Transatlantic Love :: Traveling Home and Back Again


I met my husband in Sorrento, Italy, when I was 19 and he was 22. I was taking three weeks to “do” the western coast of Italy. He was taking three weeks to do the entirety of Europe. I was English, and he was American. Still am… still is. We were both young and stupid enough to not foresee the numerous and very obvious pitfalls to transatlantic dating.

And so we began. Seven years and a lifetime of heartache later (surprisingly, transatlantic dating is hard), in 2010 I moved to Boston. To his mice-infested apartment in Waltham. To the coldest winter with the deepest snow I’d ever experienced. We were going to stay for two years and then move back to England. If there was subtext to our wedding vows, that was it.

But winter ended, and the snow melted, and we left the Waltham apartment with mice for a Framingham house with a cat. I got used to not being understood, to driving on the wrong side of the road, to having to specify that I want my coffee hot and without sugar, with milk not cream.

I’m still here.

We’re still here.

And in February 2015 I gave birth to an American — a fact I’m still processing. He’s my favorite American so far. The very best and cutest with the least inclination to sleep.
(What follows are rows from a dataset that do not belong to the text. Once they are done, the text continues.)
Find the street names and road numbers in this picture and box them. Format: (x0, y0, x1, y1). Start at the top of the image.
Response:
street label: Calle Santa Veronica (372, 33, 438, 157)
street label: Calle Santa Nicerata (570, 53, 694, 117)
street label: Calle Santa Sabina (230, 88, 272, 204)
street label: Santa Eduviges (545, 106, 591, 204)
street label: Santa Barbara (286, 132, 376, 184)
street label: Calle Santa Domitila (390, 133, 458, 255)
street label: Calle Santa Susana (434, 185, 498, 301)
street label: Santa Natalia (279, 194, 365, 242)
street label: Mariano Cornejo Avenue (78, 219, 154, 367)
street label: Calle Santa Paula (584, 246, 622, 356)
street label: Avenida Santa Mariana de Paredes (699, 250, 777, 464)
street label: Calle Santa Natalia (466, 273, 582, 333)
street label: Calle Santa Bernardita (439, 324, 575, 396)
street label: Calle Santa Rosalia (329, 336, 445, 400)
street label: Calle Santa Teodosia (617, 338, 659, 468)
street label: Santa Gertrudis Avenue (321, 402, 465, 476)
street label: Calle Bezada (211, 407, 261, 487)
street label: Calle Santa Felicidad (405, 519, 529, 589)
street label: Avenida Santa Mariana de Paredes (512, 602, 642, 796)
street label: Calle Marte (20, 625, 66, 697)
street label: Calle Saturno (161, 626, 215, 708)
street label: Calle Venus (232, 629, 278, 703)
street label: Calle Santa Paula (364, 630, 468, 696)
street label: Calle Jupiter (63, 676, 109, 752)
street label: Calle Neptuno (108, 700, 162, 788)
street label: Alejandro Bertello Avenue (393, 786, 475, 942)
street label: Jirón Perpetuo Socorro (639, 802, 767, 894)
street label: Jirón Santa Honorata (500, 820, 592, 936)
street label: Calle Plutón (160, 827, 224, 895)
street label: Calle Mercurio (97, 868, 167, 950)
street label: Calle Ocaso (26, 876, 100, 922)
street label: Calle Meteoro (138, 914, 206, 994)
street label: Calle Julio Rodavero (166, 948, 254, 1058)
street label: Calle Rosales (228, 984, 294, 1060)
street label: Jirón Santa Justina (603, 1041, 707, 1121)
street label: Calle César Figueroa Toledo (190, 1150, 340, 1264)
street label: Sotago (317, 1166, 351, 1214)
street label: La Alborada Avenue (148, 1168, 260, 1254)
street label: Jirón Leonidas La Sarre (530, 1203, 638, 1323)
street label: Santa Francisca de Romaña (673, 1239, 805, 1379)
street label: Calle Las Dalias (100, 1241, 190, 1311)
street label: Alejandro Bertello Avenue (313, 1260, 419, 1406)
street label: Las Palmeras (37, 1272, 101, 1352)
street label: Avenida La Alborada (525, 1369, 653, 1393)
But all of this — the husband and the Atlantic and the American offspring and even the American cat — means that in this newest phase of my life, in motherhood, I am 3,000 miles away from my own mother.

My family is close. Possibly too close, except of course that they are wholly themselves and wholly perfect. Little goes unsaid, and a secret shared with one is shared with them all by default. Since moving to America I have missed them fiercely. But since becoming a mum I have missed them more. Which is why in my son’s 11 months of life we have crossed the Atlantic four times, and two of those flights have been undertaken by me alone. 


Here is some of the traveling wisdom I have thus far gleaned:

  • The car seat attachments on the stroller are attachments and can detach and be lost forever in the bowels of the plane, leaving you to navigate the airport with a heavy carseat, an unusable stroller, and a screaming infant.
  • It is not possible to eat or watch TV while using bassinet seats on an Aer Lingus flight. It’s barely possible to breathe.
  • If your flight is delayed for eight hours in Europe, there’s a law obligating the airline to give you 600 Euros in compensation. Whether you feel this, in fact, compensates you for six extra hours spent in the Dublin airport and two on the runway is another matter.
  • You have to call the airline to get the bassinet seats. Calling the day before you fly is not early enough time. A couple years before you fly should do it.
  • The Heathrow airport has a soft play area! It’s free! I never thought in a million years I’d be excited about this!
  • American Airlines doesn’t do free alcohol. Nor does Aer Lingus.
  • If flying with Delta, be sure to drink all your wine before asking for more, as they’ll just top up your glass.
  • If flying British Airways, ask for an extra wine for dinner. Sometimes the drinks only come by once.
  • If your child is asleep on you, your bladder will find a capacity never before known, even with the extra wine.
  • You’ve never known jet lag until you’ve experienced it with an 11-month-old — 2 a.m. is the new 7 a.m., don’tcha know.
  • It’s all worth it.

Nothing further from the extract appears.